Light's "real" purpose is to negate magical darkness, which is why it is handy; if you need light out of combat, use a lantern.
For being yet another rabid fanboy who just spent the last fifteen minutes vomiting up how ignorant I am and how I've never read the book, you sure did cram your foot deep down your esophagus with this bit.
Here's a hint, go read the power. Page 158. Funny how I don't see a single mention of magical darkness, or how it would even come close to thwarting any of the powers that -do- create magical darkness anywhere else in the book.
Which maybe, if you had the capacity to read, would be why I placed it under the "overcompensation" category. As it stands, it may as well not even exist in the game, it's that useless. There's a difference between balancing a game and rendering something so worthless that there's pratically no reason to even bother with them.
I do not have the books. But, as listed, I would respectively disagree. A character who makes finding out truths a focus will have great use for this spell. Unless gold is much scarcer in 4E than 3.5E, this cost is not out of line for expenditures that adventurers make all of the time.

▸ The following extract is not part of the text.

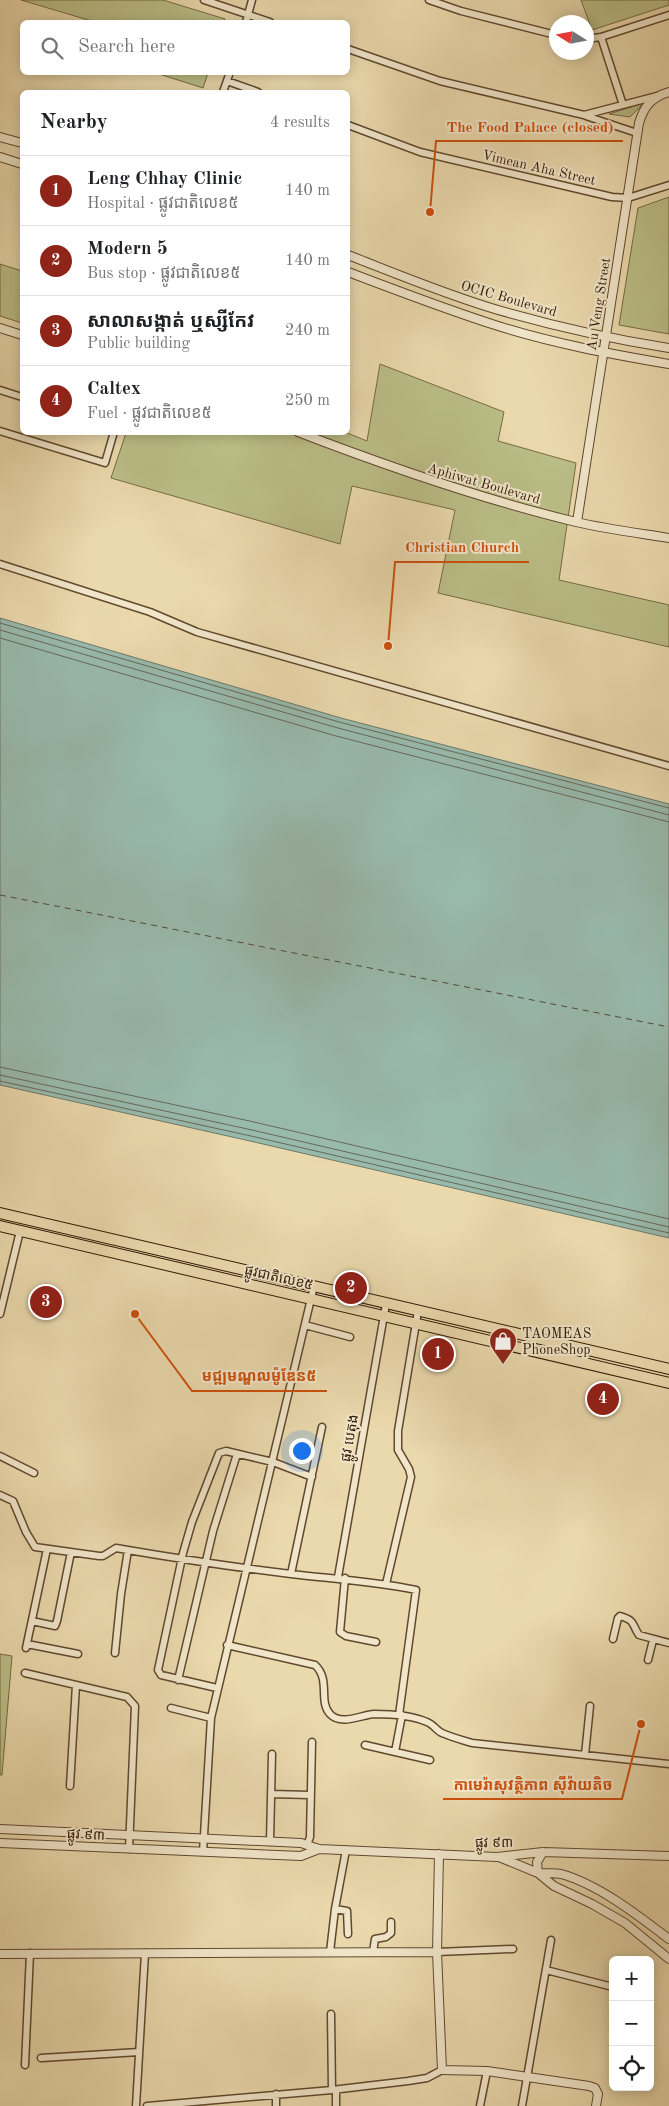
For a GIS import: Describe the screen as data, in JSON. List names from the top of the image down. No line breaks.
{"streets":{"highway":["ផ្លូវជាតិលេខ៥"],"street":["Vimean Aha Street","OCIC Boulevard","Au Veng Street","Aphiwat Boulevard","ផ្លូវ បេតុង","ផ្លូវ ៩៣"]},"crossings":[["Vimean Aha Street","Au Veng Street"],["OCIC Boulevard","Au Veng Street"],["Au Veng Street","Aphiwat Boulevard"],["ផ្លូវជាតិលេខ៥","ផ្លូវ បេតុង"]],"places":{"other":["The Food Palace (closed)","Christian Church","មជ្ឍមណ្ឌលម៉ូឌែន៥","កាមេរ៉ាសុវត្ថិភាព ស៊ីវ៉ាយតិច"],"shop":["TAOMEAS PhoneShop"]},"north":"left","page":{"search":"Search here","heading":["Nearby","4 results"],"list":[{"mark":"1","name":"Leng Chhay Clinic","note":"Hospital · ផ្លូវជាតិលេខ៥","value":"140 m"},{"mark":"2","name":"Modern 5","note":"Bus stop · ផ្លូវជាតិលេខ៥","value":"140 m"},{"mark":"3","name":"សាលាសង្កាត់ ឬស្សីកែវ","note":"Public building","value":"240 m"},{"mark":"4","name":"Caltex","note":"Fuel · ផ្លូវជាតិលេខ៥","value":"250 m"}],"pins":["2","3","1","4"],"map_buttons":["+","−"]}}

What is different is that a character needs to have planned to be effective with the spell. So you can be better than a diplomat but only be designing your character that way. I think this was a move to allow low and moderate fantasy games to exist; many of the circumstances in fantasy literature fail rapidly with a 2nd level spell (zone of truth). The same was true of "rise dead" and "teleport" -- which should be less of an issue as well.
I don't know for sure if it will be a good change or a bad change but I think it might end up in "correct amount of compensation" territory. Not sure.
I disagree. I went through the Cleric yesterday VERY throughoughly. Yes, there is some rehashing - the "heal someone when you hit an opponent" power had several variations (heal someone, heal everyone nearby, heal everyone nearby without using a healing surge, heal people even further away...). The "heal all allies in an AoE plus damage all enemies in that AoE" also had a few variants, and I think there were two or three variants of "deal AoE elemental damage plus sustain minor to deal damage each turn".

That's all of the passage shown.